Paradoxalement, les prises de conscience ont du mal à faire le poids face à des lobbies qui entendent encore faire cracher à la terre de juteux retours sur investissement. «  La législation sur le commerce des semences a été mise en place en Europe dans les années 1960, poursuit Blanche Magarinos-Rey, si elle est en cours de révision à l’heure actuelle, tout indique que la révision s’inscrit dans un strict principe de continuité. La proposition de la Commission européenne, pilotée par la Direction générale de la santé et des consommateurs (DG Sanco), a été publiée le 6 mai dernier, après un arbitrage un peu difficile entre la DG Environnement et la DG Agri qui s’opposaient au texte et considéraient qu’il fallait faire une place aux variétés traditionnelles, aux variétés du domaine public. La DG Sanco, qui est infiltrée par le Gnis, n’a pas cédé. » Organisation placée sous l’autorité du ministère de l’Agriculture, le Gnis est le garant de l’organisation du marché des semences, graines et plants depuis 1941. Ouvertement pro-OGM et thuriféraire de ces biotechnologies qui ont contribué à la ruine des savoirs locaux et paysans, le groupement est le porte-voix de l’industrie semencière. Cela étant dit, qui le ministère de l’Agriculture français a-t-il mandaté pour rédiger le texte à la DG Sanco ? Isabelle Clément-Nissou, ancienne directrice des relations internationales du Gnis. « C’est cette dame qui a bloqué toutes les ouvertures proposées par les autres DG, on a vu ça lors des débats », insiste l’avocate avec pugnacité. Avant d’ajouter : « L’industrie semencière est à la DG Sanco et c’est elle qui rédige le texte. » Pour finir par conclure que « Sous un discours faussement progressiste, la proposition de la Commission est dans la droite ligne de ce qui est applicable actuellement. Les soi-disant brèches proposées au domaine public sont une supercherie. Par contre, le texte offre des facilités à l’industrie dans le cadre des autocontrôles à qui on peut faire confiance pour se tailler chaussure à son pied. »

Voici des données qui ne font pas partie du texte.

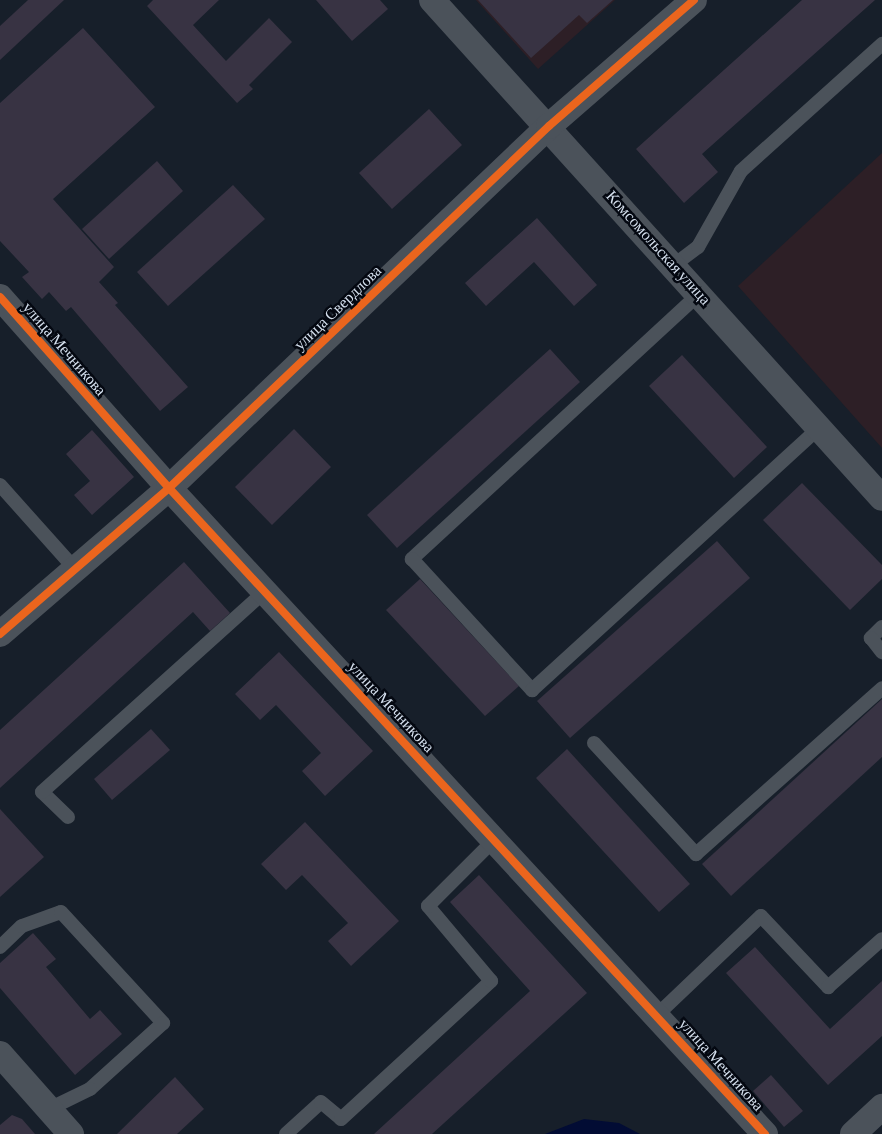 <!DOCTYPE html>
<meta charset="utf-8">
<style>
body{margin:0}
#map{position:relative;width:882px;height:1134px;overflow:hidden;background:#171f2a;font-family:"Crimson Pro",serif}
div>[style]{position:absolute}
.education>*{inset:0;background:#2d1f26}
.water>*{inset:0;background:#020c34}
.building>*{inset:0;background:#383343}
.lane>*{height:14px;margin:-7px;padding:0 7px;transform-origin:7px;border-radius:7px;background:#4b525a}
.street>*{height:26px;margin:-13px;padding:0 13px;transform-origin:13px;border-radius:13px;background:#4b525a}
.cycleway>*{height:8px;margin:-4px;padding:0 4px;transform-origin:4px;border-radius:4px;background:#eb651d}
span{translate:-50% -50%;white-space:nowrap;text-align:center;line-height:1.15;-webkit-text-stroke:5px #040811;paint-order:stroke}
.street-label{font-size:16px;color:#d4dfed}
</style>
<div id="map">
<div class="education">
<i style="clip-path:polygon(476px 0,615px 0,538px 69px)"></i>
<i style="clip-path:polygon(882px 153px,882px 448px,738px 286px)"></i>
</div>
<div class="water">
<i style="clip-path:polygon(584px 1119px,619px 1123px,640px 1134px,545px 1134px)"></i>
</div>
<div class="building">
<i style="clip-path:polygon(28px 0,64px 0,0 60px,0 26px)"></i>
<i style="clip-path:polygon(153px 0,219px 0,193px 25px,226px 61px,269px 18px,292px 42px,249px 85px,253px 89px,237px 103px,147px 6px)"></i>
<i style="clip-path:polygon(316px 0,380px 0,388px 9px,352px 41px)"></i>
<i style="clip-path:polygon(478px 0,613px 0,587px 23px,579px 15px,531px 58px)"></i>
<i style="clip-path:polygon(802px 0,875px 0,702px 154px,718px 172px,684px 203px,636px 149px)"></i>
<i style="clip-path:polygon(83px 28px,155px 107px,53px 199px,114px 267px,99px 282px,118px 303px,115px 305px,188px 387px,160px 411px,71px 307px,66px 311px,49px 292px,42px 299px,22px 277px,29px 272px,0 241px,0 103px)"></i>
<i style="clip-path:polygon(429px 109px,462px 145px,392px 209px,359px 173px)"></i>
<i style="clip-path:polygon(157px 161px,183px 191px,109px 259px,82px 229px)"></i>
<i style="clip-path:polygon(233px 185px,265px 219px,168px 306px,137px 272px)"></i>
<i style="clip-path:polygon(537px 218px,597px 285px,574px 306px,534px 262px,486px 306px,465px 283px)"></i>
<i style="clip-path:polygon(550px 349px,580px 382px,397px 548px,367px 515px)"></i>
<i style="clip-path:polygon(682px 355px,767px 447px,734px 478px,649px 386px)"></i>
<i style="clip-path:polygon(294px 429px,331px 467px,272px 525px,235px 487px)"></i>
<i style="clip-path:polygon(92px 430px,134px 477px,92px 515px,74px 495px,90px 481px,66px 454px)"></i>
<i style="clip-path:polygon(802px 483px,882px 565px,882px 579px,850px 610px,763px 520px)"></i>
<i style="clip-path:polygon(717px 541px,750px 578px,570px 738px,537px 701px)"></i>
<i style="clip-path:polygon(184px 562px,230px 613px,210px 631px,193px 612px,0 788px,0 730px)"></i>
<i style="clip-path:polygon(420px 579px,519px 686px,485px 716px,386px 610px)"></i>
<i style="clip-path:polygon(279px 652px,373px 751px,325px 796px,302px 771px,321px 753px,276px 705px,260px 720px,235px 694px)"></i>
<i style="clip-path:polygon(882px 699px,882px 757px,731px 896px,702px 864px)"></i>
<i style="clip-path:polygon(151px 729px,170px 750px,112px 800px,94px 779px)"></i>
<i style="clip-path:polygon(567px 749px,690px 884px,659px 912px,536px 778px)"></i>
<i style="clip-path:polygon(0 809px,44px 857px,0 897px)"></i>
<i style="clip-path:polygon(305px 822px,399px 921px,351px 966px,328px 941px,348px 923px,302px 875px,286px 890px,261px 864px)"></i>
<i style="clip-path:polygon(479px 875px,587px 993px,432px 1134px,374px 1134px,530px 991px,450px 902px)"></i>
<i style="clip-path:polygon(33px 933px,56px 959px,46px 967px,90px 1019px,100px 1010px,122px 1034px,75px 1075px,0 988px,0 963px)"></i>
<i style="clip-path:polygon(755px 947px,830px 1029px,882px 981px,882px 1036px,828px 1085px,726px 973px)"></i>
<i style="clip-path:polygon(771px 1075px,803px 1111px,784px 1127px,753px 1091px)"></i>
<i style="clip-path:polygon(175px 1077px,204px 1109px,177px 1134px,117px 1134px)"></i>
<i style="clip-path:polygon(12px 1115px,22px 1119px,35px 1134px,0 1134px,0 1125px)"></i>
</div>
<div class="lane">
<i style="left:674px;top:265px;width:30px;rotate:-37deg"></i>
<i style="left:698px;top:247px;width:87px;rotate:-60.5deg"></i>
<i style="left:741px;top:171px;width:190px;rotate:-42deg"></i>
<i style="left:699px;top:294px;width:391px;rotate:137.3deg"></i>
<i style="left:412px;top:559px;width:178px;rotate:47.5deg"></i>
<i style="left:532px;top:690px;width:389px;rotate:-42.4deg"></i>
<i style="left:0;top:485px;width:113px;rotate:48.2deg"></i>
<i style="left:882px;top:627px;width:16px;rotate:135deg"></i>
<i style="left:871px;top:638px;width:18px;rotate:52deg"></i>
<i style="left:594px;top:743px;width:151px;rotate:47.4deg"></i>
<i style="left:696px;top:854px;width:249px;rotate:-41.7deg"></i>
<i style="left:68px;top:817px;width:36px;rotate:-136deg"></i>
<i style="left:42px;top:792px;width:300px;rotate:-42deg"></i>
<i style="left:0;top:947px;width:30px;rotate:-44deg"></i>
<i style="left:22px;top:926px;width:41px;rotate:-19.7deg"></i>
<i style="left:61px;top:912px;width:151px;rotate:47.4deg"></i>
<i style="left:163px;top:1023px;width:98px;rotate:137.9deg"></i>
<i style="left:90px;top:1089px;width:46px;rotate:154deg"></i>
<i style="left:658px;top:1014px;width:142px;rotate:-43.6deg"></i>
<i style="left:761px;top:916px;width:98px;rotate:46.7deg"></i>
<i style="left:828px;top:987px;width:72px;rotate:-41.6deg"></i>
<i style="left:286px;top:1134px;width:47px;rotate:-42.4deg"></i>
<i style="left:321px;top:1102px;width:26px;rotate:40deg"></i>
<i style="left:341px;top:1119px;width:204px;rotate:-42.6deg"></i>
<i style="left:491px;top:981px;width:98px;rotate:-130deg"></i>
<i style="left:428px;top:906px;width:95px;rotate:-45deg"></i>
</div>
<div class="street">
<i style="left:432px;top:0;width:671px;rotate:47.9deg"></i>
<i style="left:0;top:297px;width:255px;rotate:48.5deg"></i>
<i style="left:169px;top:488px;width:879px;rotate:47.31deg"></i>
<i style="left:0;top:634px;width:223px;rotate:-40.8deg"></i>
<i style="left:169px;top:488px;width:525px;rotate:-43.61deg"></i>
<i style="left:549px;top:126px;width:192px;rotate:-41deg"></i>
<i style="left:0;top:1054px;width:107px;rotate:48.4deg"></i>
<i style="left:853px;top:1134px;width:40px;rotate:-43deg"></i>
</div>
<div class="cycleway">
<i style="left:0;top:297px;width:255px;rotate:48.5deg"></i>
<i style="left:169px;top:488px;width:879px;rotate:47.31deg"></i>
<i style="left:0;top:634px;width:223px;rotate:-40.8deg"></i>
<i style="left:169px;top:488px;width:525px;rotate:-43.61deg"></i>
<i style="left:549px;top:126px;width:192px;rotate:-41deg"></i>
</div>
<div class="street-label">
<span style="left:658px;top:248px;rotate:48deg">Комсомольская улица</span>
<span style="left:338px;top:308px;rotate:-44deg">улица Свердлова</span>
<span style="left:64px;top:349px;rotate:49deg">улица Мечникова</span>
<span style="left:391px;top:707px;rotate:47deg">улица Мечникова</span>
<span style="left:721px;top:1065px;rotate:48deg">улица Мечникова</span>
</div>
</div>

Sur la place de l’église de Mosset, la cabine à graines est actuellement en pleine rénovation. Manque d’espace devant ce petit succès local ! à l’instar des pollens qui fécondent la vie à-tout-va, l’expérience, libre de tout droit, attend d’être reproduite ailleurs.

Contrefaçon

Le 20 novembre dernier, la loi sur les contrefaçons était adoptée au Parlement avec toutes les voix écologistes. Ne faisant pas de détail entre les parfums, les pièces automobiles ou les fringues, les semences se retrouvent embarquées dans le dispositif. Conséquence : le paysan qui conserve une partie de ses graines pour les semer l’année d’après peut tomber sous le coup de la loi si les plants concernés sont protégés par un certificat d’obtention végétal (COV). Le COV est un droit de propriété intellectuel qui implique pour tout utilisateur de payer une redevance au titulaire du droit, dans la majorité des cas : l’industrie semencière. En pratique, le paysan est censé racheter ses graines chaque année. Dans le cas contraire, il pourra désormais être reconnu coupable de contrefaçon. La délinquance jusque dans nos campagnes, il était temps d’être ferme.


1 Rappelons qu’avec plus de 60 000 tonnes/an, la France est le troisième consommateur mondial de pesticides.